Segment Start: Material for this task

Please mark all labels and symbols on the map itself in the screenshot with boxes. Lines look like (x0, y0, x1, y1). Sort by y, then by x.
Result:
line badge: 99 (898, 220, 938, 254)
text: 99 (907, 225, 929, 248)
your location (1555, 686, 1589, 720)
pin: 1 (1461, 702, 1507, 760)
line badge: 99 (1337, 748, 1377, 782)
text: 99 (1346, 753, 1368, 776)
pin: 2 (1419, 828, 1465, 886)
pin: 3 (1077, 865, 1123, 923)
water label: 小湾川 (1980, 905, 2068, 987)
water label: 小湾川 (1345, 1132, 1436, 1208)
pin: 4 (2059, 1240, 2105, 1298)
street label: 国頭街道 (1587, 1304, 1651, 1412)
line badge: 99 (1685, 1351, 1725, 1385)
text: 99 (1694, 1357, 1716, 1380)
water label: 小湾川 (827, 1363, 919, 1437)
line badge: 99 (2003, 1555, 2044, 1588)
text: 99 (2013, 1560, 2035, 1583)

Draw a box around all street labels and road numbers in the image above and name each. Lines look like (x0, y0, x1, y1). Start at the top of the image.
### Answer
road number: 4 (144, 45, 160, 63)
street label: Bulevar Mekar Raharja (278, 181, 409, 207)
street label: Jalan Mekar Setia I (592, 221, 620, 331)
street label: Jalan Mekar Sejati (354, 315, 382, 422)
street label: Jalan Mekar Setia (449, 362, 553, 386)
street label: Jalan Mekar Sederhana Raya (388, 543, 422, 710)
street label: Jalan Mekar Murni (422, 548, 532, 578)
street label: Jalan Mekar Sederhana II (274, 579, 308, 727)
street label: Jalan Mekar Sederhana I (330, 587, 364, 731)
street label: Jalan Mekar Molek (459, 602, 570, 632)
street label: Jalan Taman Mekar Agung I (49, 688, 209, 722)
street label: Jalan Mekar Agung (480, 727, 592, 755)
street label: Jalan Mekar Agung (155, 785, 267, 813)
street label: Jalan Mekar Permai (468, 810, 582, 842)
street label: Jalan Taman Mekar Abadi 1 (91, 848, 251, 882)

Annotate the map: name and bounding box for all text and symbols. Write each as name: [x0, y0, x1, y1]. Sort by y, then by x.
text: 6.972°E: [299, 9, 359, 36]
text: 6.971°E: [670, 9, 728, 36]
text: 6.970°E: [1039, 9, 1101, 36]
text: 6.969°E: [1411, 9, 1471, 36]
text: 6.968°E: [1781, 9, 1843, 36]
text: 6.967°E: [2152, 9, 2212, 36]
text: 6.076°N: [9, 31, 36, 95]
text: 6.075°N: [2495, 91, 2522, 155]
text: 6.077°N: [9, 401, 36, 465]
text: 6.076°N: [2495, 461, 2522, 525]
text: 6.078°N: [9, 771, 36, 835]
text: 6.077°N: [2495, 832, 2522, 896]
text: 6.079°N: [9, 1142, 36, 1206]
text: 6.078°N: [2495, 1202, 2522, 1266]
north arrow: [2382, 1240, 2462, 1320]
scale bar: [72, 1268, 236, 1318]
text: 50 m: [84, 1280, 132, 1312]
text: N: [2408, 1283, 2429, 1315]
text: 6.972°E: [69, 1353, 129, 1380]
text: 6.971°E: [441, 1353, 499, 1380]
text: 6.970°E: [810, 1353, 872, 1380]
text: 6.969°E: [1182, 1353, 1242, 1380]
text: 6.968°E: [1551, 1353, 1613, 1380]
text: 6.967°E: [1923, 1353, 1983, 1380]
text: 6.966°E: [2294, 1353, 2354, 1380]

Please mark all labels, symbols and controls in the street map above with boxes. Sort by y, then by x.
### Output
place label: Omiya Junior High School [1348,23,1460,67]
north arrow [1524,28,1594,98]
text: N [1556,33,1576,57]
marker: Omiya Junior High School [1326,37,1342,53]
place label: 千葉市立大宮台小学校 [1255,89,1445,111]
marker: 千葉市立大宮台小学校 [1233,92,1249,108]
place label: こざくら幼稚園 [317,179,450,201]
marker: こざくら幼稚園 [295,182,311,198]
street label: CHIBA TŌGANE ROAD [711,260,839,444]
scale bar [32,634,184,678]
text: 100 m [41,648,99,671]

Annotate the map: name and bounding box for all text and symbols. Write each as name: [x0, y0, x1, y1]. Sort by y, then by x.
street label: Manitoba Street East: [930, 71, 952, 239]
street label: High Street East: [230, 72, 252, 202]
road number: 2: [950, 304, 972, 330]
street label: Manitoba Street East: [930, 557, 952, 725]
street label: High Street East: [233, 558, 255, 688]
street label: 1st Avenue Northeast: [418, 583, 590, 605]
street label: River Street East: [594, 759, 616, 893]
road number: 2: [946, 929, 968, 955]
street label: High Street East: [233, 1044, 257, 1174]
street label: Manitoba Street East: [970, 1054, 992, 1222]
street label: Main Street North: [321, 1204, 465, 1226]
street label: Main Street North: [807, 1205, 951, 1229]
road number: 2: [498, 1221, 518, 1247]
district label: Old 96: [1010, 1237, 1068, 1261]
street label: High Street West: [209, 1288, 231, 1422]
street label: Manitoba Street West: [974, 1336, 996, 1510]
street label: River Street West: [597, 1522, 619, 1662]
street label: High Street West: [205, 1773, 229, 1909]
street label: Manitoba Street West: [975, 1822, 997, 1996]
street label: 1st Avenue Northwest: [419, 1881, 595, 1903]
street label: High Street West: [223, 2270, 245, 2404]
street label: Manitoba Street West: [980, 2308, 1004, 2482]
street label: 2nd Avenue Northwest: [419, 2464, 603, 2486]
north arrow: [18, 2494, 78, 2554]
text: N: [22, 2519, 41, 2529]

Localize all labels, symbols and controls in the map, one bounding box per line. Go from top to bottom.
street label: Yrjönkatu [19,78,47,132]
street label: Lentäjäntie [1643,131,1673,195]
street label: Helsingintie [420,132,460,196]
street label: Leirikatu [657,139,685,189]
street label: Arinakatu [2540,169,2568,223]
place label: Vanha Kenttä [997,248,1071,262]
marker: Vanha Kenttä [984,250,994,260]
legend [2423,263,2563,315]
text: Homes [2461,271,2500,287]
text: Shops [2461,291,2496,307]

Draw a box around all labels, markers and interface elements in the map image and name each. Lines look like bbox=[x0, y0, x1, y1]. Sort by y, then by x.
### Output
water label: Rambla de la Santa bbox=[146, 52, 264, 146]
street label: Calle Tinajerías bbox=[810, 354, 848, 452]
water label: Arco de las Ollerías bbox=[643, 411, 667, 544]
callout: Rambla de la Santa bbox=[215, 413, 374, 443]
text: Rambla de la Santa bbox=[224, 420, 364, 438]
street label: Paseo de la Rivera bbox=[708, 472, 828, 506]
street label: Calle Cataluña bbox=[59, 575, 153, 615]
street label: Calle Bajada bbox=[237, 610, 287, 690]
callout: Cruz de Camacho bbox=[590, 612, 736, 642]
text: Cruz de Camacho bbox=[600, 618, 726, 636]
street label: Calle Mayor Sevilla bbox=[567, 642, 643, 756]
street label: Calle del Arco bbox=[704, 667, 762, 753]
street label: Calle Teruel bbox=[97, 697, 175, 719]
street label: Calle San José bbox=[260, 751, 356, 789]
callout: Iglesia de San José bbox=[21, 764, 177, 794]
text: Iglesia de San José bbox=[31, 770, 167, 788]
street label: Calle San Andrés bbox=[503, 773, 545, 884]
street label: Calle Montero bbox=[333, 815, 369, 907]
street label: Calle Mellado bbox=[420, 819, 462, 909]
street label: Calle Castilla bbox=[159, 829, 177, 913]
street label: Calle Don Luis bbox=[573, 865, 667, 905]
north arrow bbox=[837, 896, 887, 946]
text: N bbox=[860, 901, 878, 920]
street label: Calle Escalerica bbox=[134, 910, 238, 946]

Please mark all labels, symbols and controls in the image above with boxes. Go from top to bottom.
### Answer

Segment End: Material for this task

=== What is expected ===
Set down each record verbatim.

=== Expected output ===
Please mark all labels and symbols on the map itself in the screenshot with boxes. Lines look like (x0, y0, x1, y1). Sort by y, then by x.
Result:
line badge: 99 (898, 220, 938, 254)
text: 99 (907, 225, 929, 248)
your location (1555, 686, 1589, 720)
pin: 1 (1461, 702, 1507, 760)
line badge: 99 (1337, 748, 1377, 782)
text: 99 (1346, 753, 1368, 776)
pin: 2 (1419, 828, 1465, 886)
pin: 3 (1077, 865, 1123, 923)
water label: 小湾川 (1980, 905, 2068, 987)
water label: 小湾川 (1345, 1132, 1436, 1208)
pin: 4 (2059, 1240, 2105, 1298)
street label: 国頭街道 (1587, 1304, 1651, 1412)
line badge: 99 (1685, 1351, 1725, 1385)
text: 99 (1694, 1357, 1716, 1380)
water label: 小湾川 (827, 1363, 919, 1437)
line badge: 99 (2003, 1555, 2044, 1588)
text: 99 (2013, 1560, 2035, 1583)

Draw a box around all street labels and road numbers in the image above and name each. Lines look like (x0, y0, x1, y1). Start at the top of the image.
### Answer
road number: 4 (144, 45, 160, 63)
street label: Bulevar Mekar Raharja (278, 181, 409, 207)
street label: Jalan Mekar Setia I (592, 221, 620, 331)
street label: Jalan Mekar Sejati (354, 315, 382, 422)
street label: Jalan Mekar Setia (449, 362, 553, 386)
street label: Jalan Mekar Sederhana Raya (388, 543, 422, 710)
street label: Jalan Mekar Murni (422, 548, 532, 578)
street label: Jalan Mekar Sederhana II (274, 579, 308, 727)
street label: Jalan Mekar Sederhana I (330, 587, 364, 731)
street label: Jalan Mekar Molek (459, 602, 570, 632)
street label: Jalan Taman Mekar Agung I (49, 688, 209, 722)
street label: Jalan Mekar Agung (480, 727, 592, 755)
street label: Jalan Mekar Agung (155, 785, 267, 813)
street label: Jalan Mekar Permai (468, 810, 582, 842)
street label: Jalan Taman Mekar Abadi 1 (91, 848, 251, 882)

Annotate the map: name and bounding box for all text and symbols. Write each as name: [x0, y0, x1, y1]. Sort by y, then by x.
text: 6.972°E: [299, 9, 359, 36]
text: 6.971°E: [670, 9, 728, 36]
text: 6.970°E: [1039, 9, 1101, 36]
text: 6.969°E: [1411, 9, 1471, 36]
text: 6.968°E: [1781, 9, 1843, 36]
text: 6.967°E: [2152, 9, 2212, 36]
text: 6.076°N: [9, 31, 36, 95]
text: 6.075°N: [2495, 91, 2522, 155]
text: 6.077°N: [9, 401, 36, 465]
text: 6.076°N: [2495, 461, 2522, 525]
text: 6.078°N: [9, 771, 36, 835]
text: 6.077°N: [2495, 832, 2522, 896]
text: 6.079°N: [9, 1142, 36, 1206]
text: 6.078°N: [2495, 1202, 2522, 1266]
north arrow: [2382, 1240, 2462, 1320]
scale bar: [72, 1268, 236, 1318]
text: 50 m: [84, 1280, 132, 1312]
text: N: [2408, 1283, 2429, 1315]
text: 6.972°E: [69, 1353, 129, 1380]
text: 6.971°E: [441, 1353, 499, 1380]
text: 6.970°E: [810, 1353, 872, 1380]
text: 6.969°E: [1182, 1353, 1242, 1380]
text: 6.968°E: [1551, 1353, 1613, 1380]
text: 6.967°E: [1923, 1353, 1983, 1380]
text: 6.966°E: [2294, 1353, 2354, 1380]

Please mark all labels, symbols and controls in the street map above with boxes. Sort by y, then by x.
### Output
place label: Omiya Junior High School [1348,23,1460,67]
north arrow [1524,28,1594,98]
text: N [1556,33,1576,57]
marker: Omiya Junior High School [1326,37,1342,53]
place label: 千葉市立大宮台小学校 [1255,89,1445,111]
marker: 千葉市立大宮台小学校 [1233,92,1249,108]
place label: こざくら幼稚園 [317,179,450,201]
marker: こざくら幼稚園 [295,182,311,198]
street label: CHIBA TŌGANE ROAD [711,260,839,444]
scale bar [32,634,184,678]
text: 100 m [41,648,99,671]

Annotate the map: name and bounding box for all text and symbols. Write each as name: [x0, y0, x1, y1]. Sort by y, then by x.
street label: Manitoba Street East: [930, 71, 952, 239]
street label: High Street East: [230, 72, 252, 202]
road number: 2: [950, 304, 972, 330]
street label: Manitoba Street East: [930, 557, 952, 725]
street label: High Street East: [233, 558, 255, 688]
street label: 1st Avenue Northeast: [418, 583, 590, 605]
street label: River Street East: [594, 759, 616, 893]
road number: 2: [946, 929, 968, 955]
street label: High Street East: [233, 1044, 257, 1174]
street label: Manitoba Street East: [970, 1054, 992, 1222]
street label: Main Street North: [321, 1204, 465, 1226]
street label: Main Street North: [807, 1205, 951, 1229]
road number: 2: [498, 1221, 518, 1247]
district label: Old 96: [1010, 1237, 1068, 1261]
street label: High Street West: [209, 1288, 231, 1422]
street label: Manitoba Street West: [974, 1336, 996, 1510]
street label: River Street West: [597, 1522, 619, 1662]
street label: High Street West: [205, 1773, 229, 1909]
street label: Manitoba Street West: [975, 1822, 997, 1996]
street label: 1st Avenue Northwest: [419, 1881, 595, 1903]
street label: High Street West: [223, 2270, 245, 2404]
street label: Manitoba Street West: [980, 2308, 1004, 2482]
street label: 2nd Avenue Northwest: [419, 2464, 603, 2486]
north arrow: [18, 2494, 78, 2554]
text: N: [22, 2519, 41, 2529]

Localize all labels, symbols and controls in the map, one bounding box per line. Go from top to bottom.
street label: Yrjönkatu [19,78,47,132]
street label: Lentäjäntie [1643,131,1673,195]
street label: Helsingintie [420,132,460,196]
street label: Leirikatu [657,139,685,189]
street label: Arinakatu [2540,169,2568,223]
place label: Vanha Kenttä [997,248,1071,262]
marker: Vanha Kenttä [984,250,994,260]
legend [2423,263,2563,315]
text: Homes [2461,271,2500,287]
text: Shops [2461,291,2496,307]

Draw a box around all labels, markers and interface elements in the map image and name each. Lines look like bbox=[x0, y0, x1, y1]. Sort by y, then by x.
### Output
water label: Rambla de la Santa bbox=[146, 52, 264, 146]
street label: Calle Tinajerías bbox=[810, 354, 848, 452]
water label: Arco de las Ollerías bbox=[643, 411, 667, 544]
callout: Rambla de la Santa bbox=[215, 413, 374, 443]
text: Rambla de la Santa bbox=[224, 420, 364, 438]
street label: Paseo de la Rivera bbox=[708, 472, 828, 506]
street label: Calle Cataluña bbox=[59, 575, 153, 615]
street label: Calle Bajada bbox=[237, 610, 287, 690]
callout: Cruz de Camacho bbox=[590, 612, 736, 642]
text: Cruz de Camacho bbox=[600, 618, 726, 636]
street label: Calle Mayor Sevilla bbox=[567, 642, 643, 756]
street label: Calle del Arco bbox=[704, 667, 762, 753]
street label: Calle Teruel bbox=[97, 697, 175, 719]
street label: Calle San José bbox=[260, 751, 356, 789]
callout: Iglesia de San José bbox=[21, 764, 177, 794]
text: Iglesia de San José bbox=[31, 770, 167, 788]
street label: Calle San Andrés bbox=[503, 773, 545, 884]
street label: Calle Montero bbox=[333, 815, 369, 907]
street label: Calle Mellado bbox=[420, 819, 462, 909]
street label: Calle Castilla bbox=[159, 829, 177, 913]
street label: Calle Don Luis bbox=[573, 865, 667, 905]
north arrow bbox=[837, 896, 887, 946]
text: N bbox=[860, 901, 878, 920]
street label: Calle Escalerica bbox=[134, 910, 238, 946]

Please mark all labels, symbols and controls in the image above with boxes. Go from top to bottom.
### Answer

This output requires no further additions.